The Servicer shall, upon the reasonable request of the Trustee, but at the
expense of the Servicer, deliver to the assuming party documents and records
relating to each Sub-Servicing Agreement and an accounting of amounts collected
and held by it and otherwise use its best reasonable efforts to effect the
orderly and efficient transfer of the Sub-Servicing Agreements to the assuming
party.
Section 8.08. PRINCIPAL AND INTEREST ACCOUNT.

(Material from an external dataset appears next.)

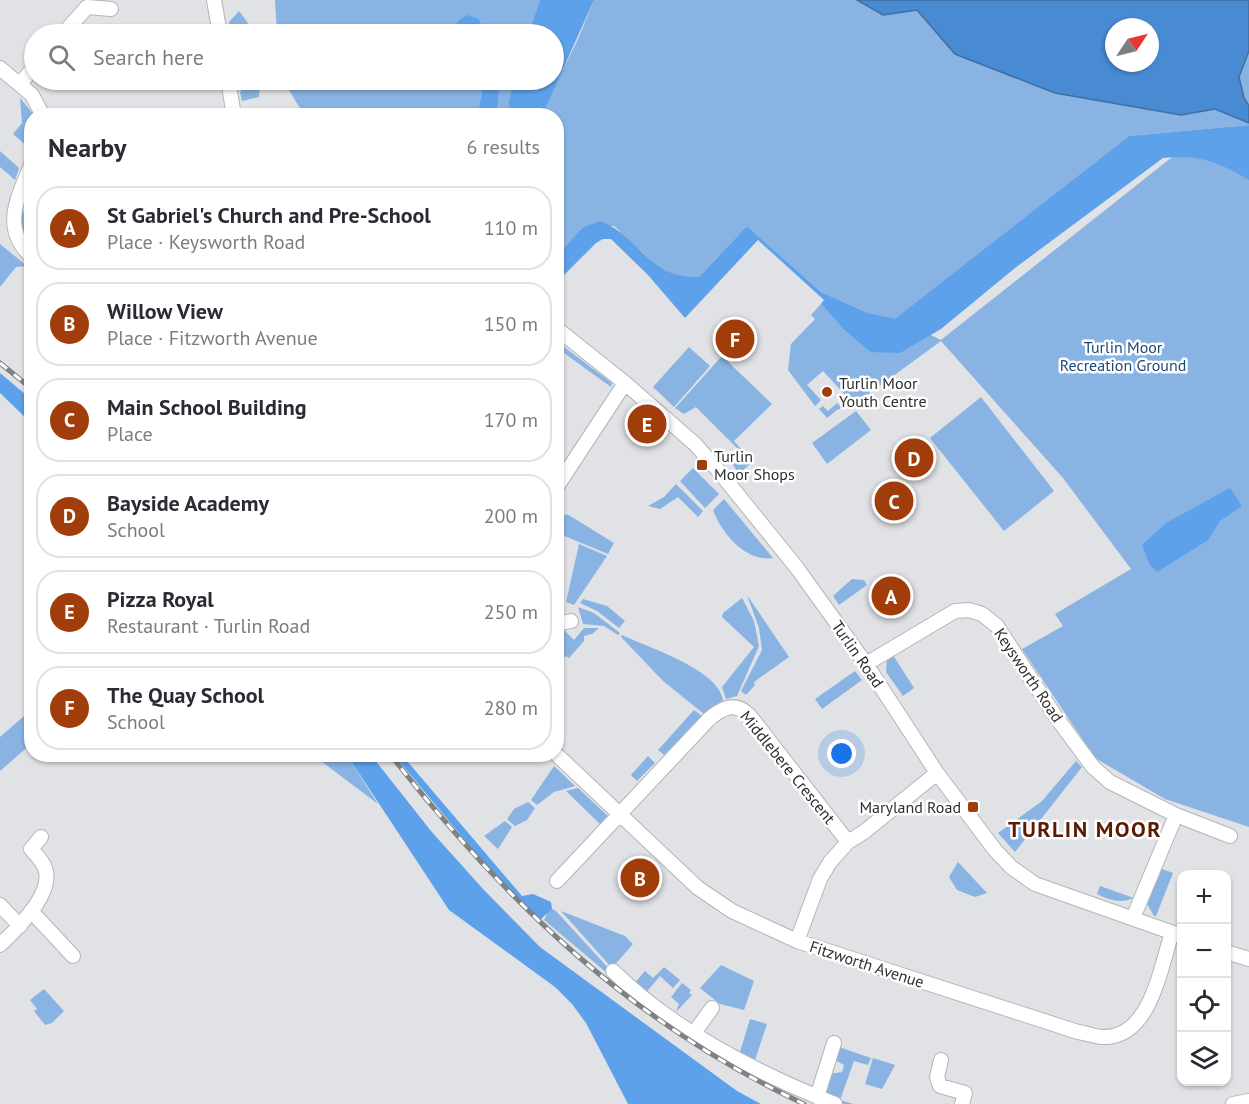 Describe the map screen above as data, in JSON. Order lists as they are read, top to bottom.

(a) The Servicer shall establish and maintain at one or more Designated
Depository Institutions the Principal and Interest Account to be held as a trust
account. The Principal and Interest Account shall be an Eligible Account. Each
Principal and Interest Account shall be identified on the records of the
Designated Depository Institution as follows: Norwest Bank Minnesota, National
Association, as Trustee on behalf of MBIA Insurance Corporation and the Owners
of the Centex Home Equity Loan Trust 1999-1 Home Equity Loan Asset-Backed
Certificates. If the institution at any time holding the Principal and Interest
Account ceases to be eligible as a Designated Depository Institution hereunder,
then the Servicer shall immediately be required to name a successor institution
meeting the requirements for a Designated Depository Institution hereunder. If
the Servicer fails to name such a successor institution, then the Principal and
Interest Account shall thenceforth be held as a trust account with a qualifying
Designated Depository Institution selected by the Trustee. The Servicer shall
notify the Trustee, the Certificate Insurer and the Owners if there is a change
in the name, account number or institution holding the Principal and Interest
Account.
Subject to Subsection (c) below, the Servicer shall deposit all receipts
required pursuant to Subsection (c) below and related to the Home Equity Loans
to the Principal and Interest Account on a daily basis (but no later than the
first Business Day after receipt).
(b) All funds in the Principal and Interest Account shall be held (i)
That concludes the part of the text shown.